**WORK INSTRUCTION**
Look through the records below for lines containing the string "list", and report how many there are, nothing else.

**DATASET EXCERPTS**
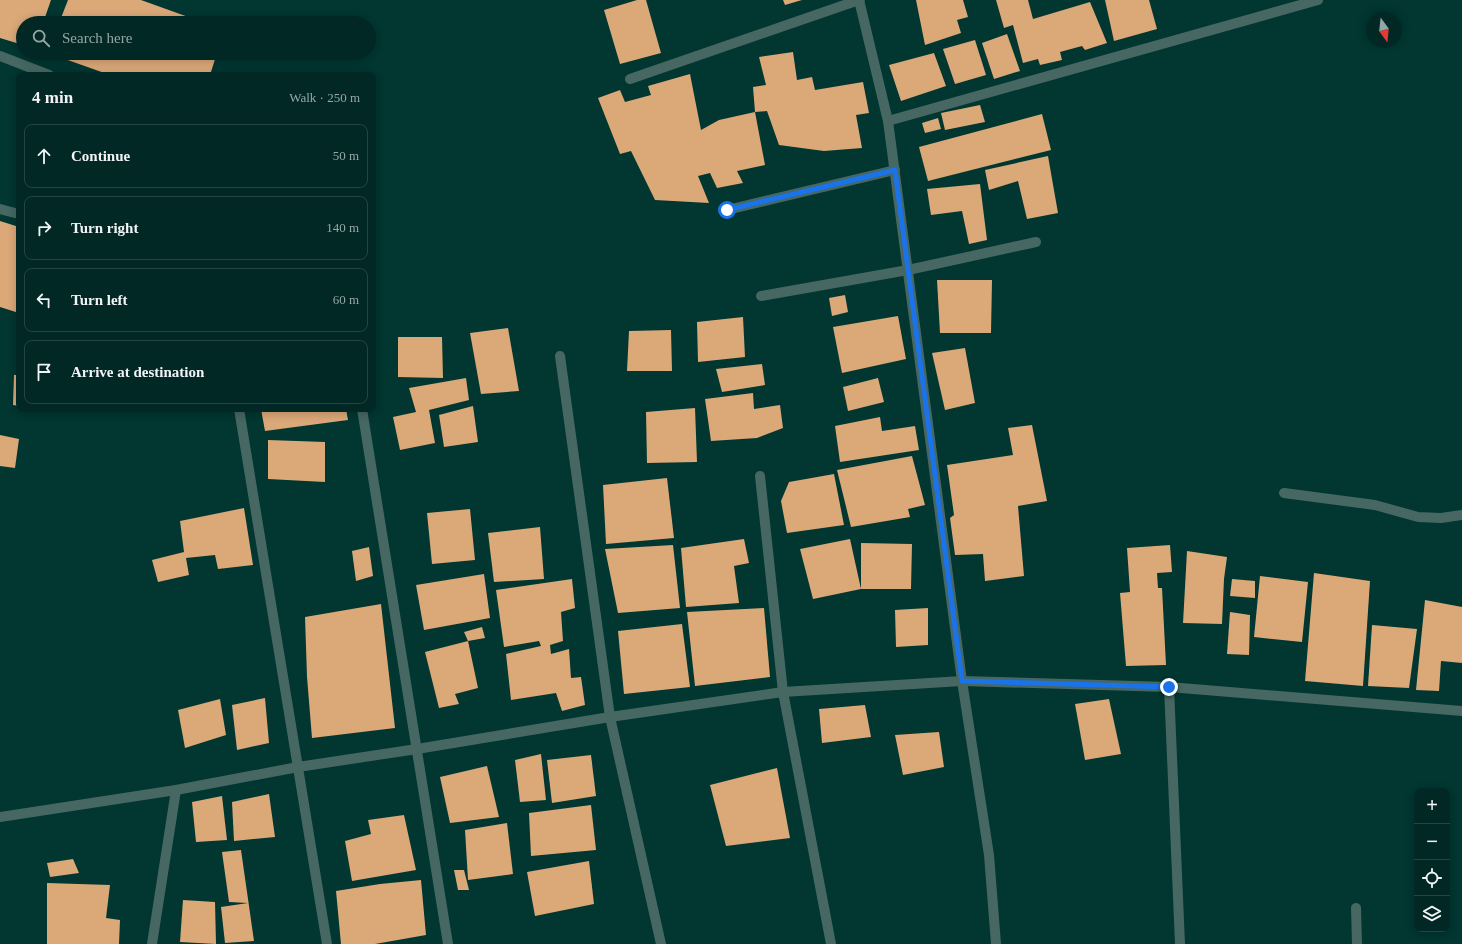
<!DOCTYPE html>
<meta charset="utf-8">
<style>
:root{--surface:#012825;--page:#0b302d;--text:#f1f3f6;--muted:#96a6a7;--line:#234442}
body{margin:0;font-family:Georgia,serif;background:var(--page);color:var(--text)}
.controls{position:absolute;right:12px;bottom:12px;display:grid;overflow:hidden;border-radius:8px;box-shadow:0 2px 10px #0003}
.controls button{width:36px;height:36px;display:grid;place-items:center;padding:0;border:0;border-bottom:1px solid var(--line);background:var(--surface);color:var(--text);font:20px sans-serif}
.compass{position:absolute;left:1366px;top:12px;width:36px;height:36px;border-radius:50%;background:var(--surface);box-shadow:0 2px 10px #0003;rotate:165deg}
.stop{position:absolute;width:12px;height:12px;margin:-9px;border:3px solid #1a73e8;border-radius:50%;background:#fff}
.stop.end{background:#1a73e8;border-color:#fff;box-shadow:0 1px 4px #0008}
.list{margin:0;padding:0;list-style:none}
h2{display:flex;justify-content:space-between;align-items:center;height:52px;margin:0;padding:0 16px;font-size:17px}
h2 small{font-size:13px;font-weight:400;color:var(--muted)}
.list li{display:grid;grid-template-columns:26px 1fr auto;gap:12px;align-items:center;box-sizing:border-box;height:64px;margin:0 8px 8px;padding:0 8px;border:1px solid var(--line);border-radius:8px}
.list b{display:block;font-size:15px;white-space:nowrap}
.list em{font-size:13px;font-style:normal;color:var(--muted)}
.icon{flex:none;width:22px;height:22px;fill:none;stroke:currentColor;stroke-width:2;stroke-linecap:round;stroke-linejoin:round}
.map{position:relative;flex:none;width:1462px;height:944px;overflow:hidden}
.search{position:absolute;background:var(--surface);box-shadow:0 2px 10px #0003;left:16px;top:16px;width:360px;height:44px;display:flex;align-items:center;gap:10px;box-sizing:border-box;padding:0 14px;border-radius:22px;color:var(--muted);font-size:15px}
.panel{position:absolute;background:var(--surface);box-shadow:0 2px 10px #0003;left:16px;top:72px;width:360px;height:340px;border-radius:8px}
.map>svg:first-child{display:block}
.building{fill:#dba878}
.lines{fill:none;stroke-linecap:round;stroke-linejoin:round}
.service{stroke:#466762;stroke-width:10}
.minor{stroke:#466762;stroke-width:10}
.route{stroke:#1a73e8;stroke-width:5}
</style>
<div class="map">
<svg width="1462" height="944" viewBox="0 0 1462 944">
<rect width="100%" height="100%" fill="#013631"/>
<g class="building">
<polygon points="0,0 51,0 43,23 23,23 23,45 0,38"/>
<polygon points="68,0 141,0 205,23 59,23"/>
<polygon points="637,0 646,0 661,53 620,64 604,10"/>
<polygon points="783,0 802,0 785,5"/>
<polygon points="916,0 963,0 968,17 957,20 961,33 925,45"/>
<polygon points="996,0 1028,0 1033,19 1090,2 1107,43 1085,50 1082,46 1060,52 1062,60 1040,65 1038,59 1023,63 1013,25 1004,28"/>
<polygon points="1105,0 1149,0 1157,29 1114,41"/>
<polygon points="1007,34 1020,71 994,79 982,43"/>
<polygon points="975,40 986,75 955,84 943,49"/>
<polygon points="793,52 797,80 812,77 815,90 863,82 869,113 856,115 862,148 824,151 779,145 767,111 755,112 765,165 737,171 743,183 717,188 710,173 698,176 709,203 655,200 631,151 620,154 598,98 620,90 625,102 651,95 648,86 690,74 701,130 719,120 755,112 753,87 766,85 759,57"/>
<polygon points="48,53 217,53 210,75 110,75"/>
<polygon points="934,53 946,86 901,101 889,65"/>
<polygon points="980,105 985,122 945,130 941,113"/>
<polygon points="1042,114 1051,150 928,181 919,147"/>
<polygon points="938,118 941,129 925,133 922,123"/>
<polygon points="1048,156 1058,213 1027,219 1018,181 989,190 985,170"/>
<polygon points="980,184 987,240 969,244 962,211 931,215 927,189"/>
<polygon points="0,221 19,227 19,313 0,307"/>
<polygon points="937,280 992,280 991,333 940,333"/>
<polygon points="845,295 848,312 832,316 829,298"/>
<polygon points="898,316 906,359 842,373 833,327"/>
<polygon points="743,317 745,357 698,362 697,322"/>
<polygon points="508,328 519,391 481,394 470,333"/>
<polygon points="671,330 672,371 627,371 629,331"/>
<polygon points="398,337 442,337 443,378 398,377"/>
<polygon points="965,348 975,403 945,410 932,353"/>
<polygon points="762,364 765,385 722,392 716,369"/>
<polygon points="14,375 19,375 19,406 13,405"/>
<polygon points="466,378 469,400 429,410 435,443 400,450 393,417 416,412 409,388"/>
<polygon points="878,378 884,402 848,411 843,387"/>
<polygon points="753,393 754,409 780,405 783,428 757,438 711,441 705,399"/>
<polygon points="473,406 478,442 444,447 439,415"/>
<polygon points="695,408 697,462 647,463 646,412"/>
<polygon points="261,409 346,409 348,420 265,431"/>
<polygon points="880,417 882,431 915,426 919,450 840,462 835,426"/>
<polygon points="1032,425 1047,501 1018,506 1024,576 985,581 983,554 955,555 950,518 954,515 947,465 1013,455 1008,428"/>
<polygon points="0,435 19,439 15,468 0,466"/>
<polygon points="268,440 325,442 325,482 268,479"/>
<polygon points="912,456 925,505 908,509 910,517 851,527 837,470"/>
<polygon points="834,474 844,525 787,533 781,501 789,482"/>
<polygon points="667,478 674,538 606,544 603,485"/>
<polygon points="244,508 253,565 218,569 215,555 186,558 189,575 158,582 152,560 184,552 180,521"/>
<polygon points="470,509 475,560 432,564 427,513"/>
<polygon points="540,527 544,579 494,582 488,533"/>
<polygon points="744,539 749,563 734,566 739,603 686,607 681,548"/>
<polygon points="850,539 861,589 861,543 912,544 911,589 861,589 813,599 800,549"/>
<polygon points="673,545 680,608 618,613 605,549"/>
<polygon points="1170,545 1172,572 1157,573 1158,588 1162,588 1166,665 1126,666 1120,593 1130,592 1127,548"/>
<polygon points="369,547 373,576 356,581 352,551"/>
<polygon points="1187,551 1227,557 1224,579 1222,624 1183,623"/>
<polygon points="1314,573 1370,581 1363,686 1305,681"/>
<polygon points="484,574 490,618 424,630 416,585"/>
<polygon points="1260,576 1308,582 1302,642 1254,637"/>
<polygon points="572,579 575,608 561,612 563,641 550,645 551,654 569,649 571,678 581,677 585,705 562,711 556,693 511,700 506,654 541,646 539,641 504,647 496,590"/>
<polygon points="1232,579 1255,581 1255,598 1230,596"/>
<polygon points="1425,600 1462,607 1462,663 1441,661 1439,691 1416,690"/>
<polygon points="381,604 395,728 312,738 307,677 305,617"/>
<polygon points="764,608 770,677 695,686 687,612"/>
<polygon points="928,608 928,645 896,647 895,610"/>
<polygon points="1230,612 1250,615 1249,655 1227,654"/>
<polygon points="682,624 690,687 624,694 618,631"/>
<polygon points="1372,625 1417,629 1409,688 1368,686"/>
<polygon points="482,627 485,638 468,641 478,688 455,694 459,704 439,708 425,652 468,641 464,632"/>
<polygon points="265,698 269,743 237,750 232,705"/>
<polygon points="220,699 226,735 185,748 178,710"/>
<polygon points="1109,699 1121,754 1085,760 1075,704"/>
<polygon points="865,705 871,737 822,743 819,709"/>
<polygon points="939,732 944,767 903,775 895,735"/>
<polygon points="541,754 546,800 520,802 515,760"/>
<polygon points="591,755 596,796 552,803 547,760"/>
<polygon points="487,766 499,817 450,823 440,777"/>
<polygon points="777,768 790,838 726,846 710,785"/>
<polygon points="269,794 275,837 234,841 232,802"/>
<polygon points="222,796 227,840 196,842 192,802"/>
<polygon points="591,805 596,850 531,856 529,813"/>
<polygon points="404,815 416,870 352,881 345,841 371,834 368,820"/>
<polygon points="507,823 513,874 468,880 465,830"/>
<polygon points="241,850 254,941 225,943 221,907 248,903 229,902 222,852"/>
<polygon points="73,859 79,873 50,877 47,863"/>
<polygon points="589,861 594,904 535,916 527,872"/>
<polygon points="454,870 464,870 469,890 458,890"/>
<polygon points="421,880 426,935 375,944 341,944 336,891 380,884"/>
<polygon points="47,883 110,885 106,918 120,920 119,944 47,944"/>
<polygon points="183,900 215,902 216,944 180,942"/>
</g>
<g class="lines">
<g class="service">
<polyline points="0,56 49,75"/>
<polyline points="0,209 19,214"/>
</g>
<g class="minor">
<polyline points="860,0 859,0 888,121"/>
<polyline points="630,79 859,0"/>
<polyline points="727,210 895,170"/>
<polyline points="761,296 908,270 1036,242"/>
<polyline points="560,356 610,717 661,944"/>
<polyline points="239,409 327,944"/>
<polyline points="362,409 448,944"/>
<polyline points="760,476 783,692 831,944"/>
<polyline points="1284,493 1375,505 1418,517 1441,518 1462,515"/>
<polyline points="1169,687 1180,944"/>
<polyline points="0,817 176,790 298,767 417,749 610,717 783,692 962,681 1169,687 1462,711"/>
<polyline points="1356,908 1357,944"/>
<polyline points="152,944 176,790"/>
<polyline points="996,944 989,855 962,681 888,121 1318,0"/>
</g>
</g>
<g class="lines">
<polyline class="route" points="727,210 895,170 962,681 1169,687"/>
</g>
</svg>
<div class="controls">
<button>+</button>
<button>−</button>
<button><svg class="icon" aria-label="locate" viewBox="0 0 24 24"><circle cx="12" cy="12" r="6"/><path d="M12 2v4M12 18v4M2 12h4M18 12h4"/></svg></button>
<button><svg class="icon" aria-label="layers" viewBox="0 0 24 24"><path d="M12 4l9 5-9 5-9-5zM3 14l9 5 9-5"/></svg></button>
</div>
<svg class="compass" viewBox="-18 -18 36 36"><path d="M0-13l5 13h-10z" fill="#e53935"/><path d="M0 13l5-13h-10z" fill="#96a6a7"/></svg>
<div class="stop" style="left:727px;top:210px"></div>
<div class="stop end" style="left:1169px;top:687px"></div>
<div class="search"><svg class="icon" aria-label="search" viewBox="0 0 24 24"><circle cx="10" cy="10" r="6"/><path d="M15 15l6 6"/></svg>Search here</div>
<section class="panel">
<h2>4 min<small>Walk · 250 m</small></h2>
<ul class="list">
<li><svg class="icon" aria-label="ahead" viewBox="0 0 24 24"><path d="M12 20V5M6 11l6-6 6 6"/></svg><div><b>Continue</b></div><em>50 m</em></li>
<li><svg class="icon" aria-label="right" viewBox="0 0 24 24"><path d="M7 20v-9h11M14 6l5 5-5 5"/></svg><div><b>Turn right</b></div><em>140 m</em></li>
<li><svg class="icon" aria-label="left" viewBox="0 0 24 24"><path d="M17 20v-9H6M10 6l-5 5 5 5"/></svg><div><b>Turn left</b></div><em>60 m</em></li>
<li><svg class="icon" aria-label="arrive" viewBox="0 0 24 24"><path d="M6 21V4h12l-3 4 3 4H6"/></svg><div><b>Arrive at destination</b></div></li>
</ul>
</section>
</div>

**TASK RESPONSE**
5